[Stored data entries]
-- Opening Marker --

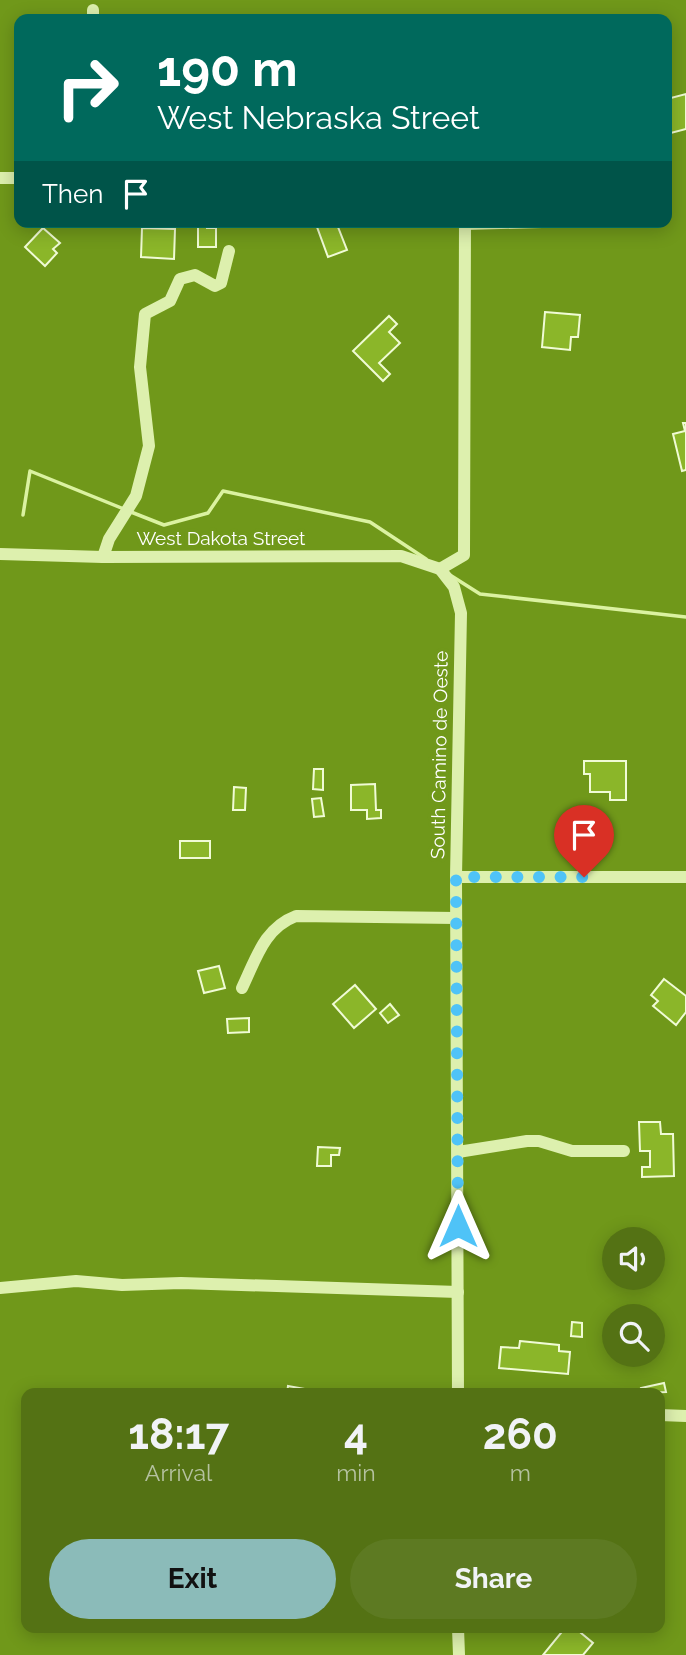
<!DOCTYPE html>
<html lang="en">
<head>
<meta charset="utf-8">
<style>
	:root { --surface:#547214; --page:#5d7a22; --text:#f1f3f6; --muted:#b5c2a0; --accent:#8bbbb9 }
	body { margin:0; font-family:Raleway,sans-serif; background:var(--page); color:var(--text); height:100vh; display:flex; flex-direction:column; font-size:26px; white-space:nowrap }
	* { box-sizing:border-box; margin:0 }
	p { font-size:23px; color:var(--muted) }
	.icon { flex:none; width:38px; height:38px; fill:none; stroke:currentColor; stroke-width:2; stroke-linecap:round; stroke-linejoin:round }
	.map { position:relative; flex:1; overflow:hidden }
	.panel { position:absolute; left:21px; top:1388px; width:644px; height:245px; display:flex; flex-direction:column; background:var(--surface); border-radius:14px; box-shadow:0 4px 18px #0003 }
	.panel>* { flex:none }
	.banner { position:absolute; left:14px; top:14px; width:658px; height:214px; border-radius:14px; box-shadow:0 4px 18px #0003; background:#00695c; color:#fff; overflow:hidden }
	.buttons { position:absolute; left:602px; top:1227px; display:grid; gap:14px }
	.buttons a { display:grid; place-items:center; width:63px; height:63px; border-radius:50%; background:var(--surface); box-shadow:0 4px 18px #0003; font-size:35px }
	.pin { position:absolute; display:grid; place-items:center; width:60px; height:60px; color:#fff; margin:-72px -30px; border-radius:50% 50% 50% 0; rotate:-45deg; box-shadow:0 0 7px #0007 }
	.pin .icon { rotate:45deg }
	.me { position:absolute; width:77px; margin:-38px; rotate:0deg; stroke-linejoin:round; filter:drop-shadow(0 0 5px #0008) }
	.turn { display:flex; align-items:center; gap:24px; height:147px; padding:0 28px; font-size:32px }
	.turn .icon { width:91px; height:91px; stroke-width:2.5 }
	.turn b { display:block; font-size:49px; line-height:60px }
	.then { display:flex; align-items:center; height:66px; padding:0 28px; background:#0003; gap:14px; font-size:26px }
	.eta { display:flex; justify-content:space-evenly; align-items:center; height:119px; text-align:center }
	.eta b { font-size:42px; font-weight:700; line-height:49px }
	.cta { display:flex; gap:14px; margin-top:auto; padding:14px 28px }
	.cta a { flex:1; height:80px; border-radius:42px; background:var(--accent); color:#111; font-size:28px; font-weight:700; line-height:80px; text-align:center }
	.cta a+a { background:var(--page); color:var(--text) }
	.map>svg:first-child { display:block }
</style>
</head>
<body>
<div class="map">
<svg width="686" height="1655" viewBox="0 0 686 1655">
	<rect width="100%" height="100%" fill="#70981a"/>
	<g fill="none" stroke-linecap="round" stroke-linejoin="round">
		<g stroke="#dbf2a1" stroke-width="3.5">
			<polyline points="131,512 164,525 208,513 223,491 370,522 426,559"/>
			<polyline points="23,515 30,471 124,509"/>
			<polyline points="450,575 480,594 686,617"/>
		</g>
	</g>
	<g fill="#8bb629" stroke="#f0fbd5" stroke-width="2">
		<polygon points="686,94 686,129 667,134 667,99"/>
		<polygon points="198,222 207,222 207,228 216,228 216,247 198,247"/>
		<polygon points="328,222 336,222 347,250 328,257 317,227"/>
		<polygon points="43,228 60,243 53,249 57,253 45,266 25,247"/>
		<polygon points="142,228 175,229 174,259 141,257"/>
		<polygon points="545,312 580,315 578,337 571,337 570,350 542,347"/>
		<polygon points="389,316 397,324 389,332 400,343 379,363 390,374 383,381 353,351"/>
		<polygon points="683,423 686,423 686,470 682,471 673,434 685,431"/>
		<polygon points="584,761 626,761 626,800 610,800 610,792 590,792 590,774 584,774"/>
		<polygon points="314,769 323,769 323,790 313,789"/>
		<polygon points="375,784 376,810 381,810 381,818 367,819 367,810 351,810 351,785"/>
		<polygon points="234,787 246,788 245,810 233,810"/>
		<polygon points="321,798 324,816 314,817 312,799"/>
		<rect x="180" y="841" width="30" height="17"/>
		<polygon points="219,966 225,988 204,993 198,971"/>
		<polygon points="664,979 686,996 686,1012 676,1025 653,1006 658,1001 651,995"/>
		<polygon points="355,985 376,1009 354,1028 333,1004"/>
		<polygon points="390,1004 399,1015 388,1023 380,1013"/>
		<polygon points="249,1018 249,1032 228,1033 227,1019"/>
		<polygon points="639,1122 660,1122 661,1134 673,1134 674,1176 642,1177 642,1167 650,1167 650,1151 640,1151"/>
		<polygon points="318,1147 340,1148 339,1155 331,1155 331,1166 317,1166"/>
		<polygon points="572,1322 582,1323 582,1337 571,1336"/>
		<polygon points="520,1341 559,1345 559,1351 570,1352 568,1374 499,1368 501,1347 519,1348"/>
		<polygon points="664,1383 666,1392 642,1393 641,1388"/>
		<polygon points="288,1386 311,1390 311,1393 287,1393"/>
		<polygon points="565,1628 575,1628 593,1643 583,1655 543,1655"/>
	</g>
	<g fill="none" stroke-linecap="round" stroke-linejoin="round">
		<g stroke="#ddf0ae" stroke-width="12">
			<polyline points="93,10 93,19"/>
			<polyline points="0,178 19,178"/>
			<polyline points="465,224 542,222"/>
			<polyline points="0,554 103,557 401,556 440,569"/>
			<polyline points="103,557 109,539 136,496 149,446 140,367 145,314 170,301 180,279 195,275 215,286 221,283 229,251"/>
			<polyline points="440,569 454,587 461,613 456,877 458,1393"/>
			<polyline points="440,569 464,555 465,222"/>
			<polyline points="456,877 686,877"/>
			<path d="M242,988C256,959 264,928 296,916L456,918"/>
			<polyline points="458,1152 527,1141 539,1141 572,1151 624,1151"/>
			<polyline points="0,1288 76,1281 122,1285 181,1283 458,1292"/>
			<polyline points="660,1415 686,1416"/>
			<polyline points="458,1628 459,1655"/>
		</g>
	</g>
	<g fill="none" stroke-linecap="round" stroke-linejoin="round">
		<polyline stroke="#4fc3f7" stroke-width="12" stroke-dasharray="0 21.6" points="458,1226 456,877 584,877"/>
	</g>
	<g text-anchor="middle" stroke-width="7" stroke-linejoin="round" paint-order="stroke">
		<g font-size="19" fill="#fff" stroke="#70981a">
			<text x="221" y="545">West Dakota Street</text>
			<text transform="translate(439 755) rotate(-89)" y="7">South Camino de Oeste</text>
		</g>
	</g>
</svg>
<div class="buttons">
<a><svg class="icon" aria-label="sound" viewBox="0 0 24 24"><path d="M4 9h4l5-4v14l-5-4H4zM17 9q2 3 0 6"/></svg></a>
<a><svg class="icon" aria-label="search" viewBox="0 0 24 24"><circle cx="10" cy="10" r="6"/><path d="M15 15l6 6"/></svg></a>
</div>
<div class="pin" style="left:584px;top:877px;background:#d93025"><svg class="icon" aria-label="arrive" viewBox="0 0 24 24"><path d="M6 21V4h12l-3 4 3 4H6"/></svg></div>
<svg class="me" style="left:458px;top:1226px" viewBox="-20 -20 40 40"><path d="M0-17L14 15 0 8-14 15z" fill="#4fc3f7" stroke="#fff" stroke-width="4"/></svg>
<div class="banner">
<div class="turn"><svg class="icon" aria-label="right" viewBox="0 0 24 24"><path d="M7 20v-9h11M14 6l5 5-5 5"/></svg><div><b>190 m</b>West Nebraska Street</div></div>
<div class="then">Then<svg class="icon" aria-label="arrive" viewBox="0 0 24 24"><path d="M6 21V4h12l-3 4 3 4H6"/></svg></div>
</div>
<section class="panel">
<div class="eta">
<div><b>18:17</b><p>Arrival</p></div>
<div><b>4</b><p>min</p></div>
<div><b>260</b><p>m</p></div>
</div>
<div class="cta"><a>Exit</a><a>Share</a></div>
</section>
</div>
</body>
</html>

-- Closing Marker --

— WORK TO BE COMPLETED —
Only one thing is wanted here, an exact copy of the lines from the first line above through the line containing "position:relative; flex:1; overflow:hidden", minus any picture.

— RESPONSE TO THE EXERCISE —
<!DOCTYPE html>
<html lang="en">
<head>
<meta charset="utf-8">
<style>
	:root { --surface:#547214; --page:#5d7a22; --text:#f1f3f6; --muted:#b5c2a0; --accent:#8bbbb9 }
	body { margin:0; font-family:Raleway,sans-serif; background:var(--page); color:var(--text); height:100vh; display:flex; flex-direction:column; font-size:26px; white-space:nowrap }
	* { box-sizing:border-box; margin:0 }
	p { font-size:23px; color:var(--muted) }
	.icon { flex:none; width:38px; height:38px; fill:none; stroke:currentColor; stroke-width:2; stroke-linecap:round; stroke-linejoin:round }
	.map { position:relative; flex:1; overflow:hidden }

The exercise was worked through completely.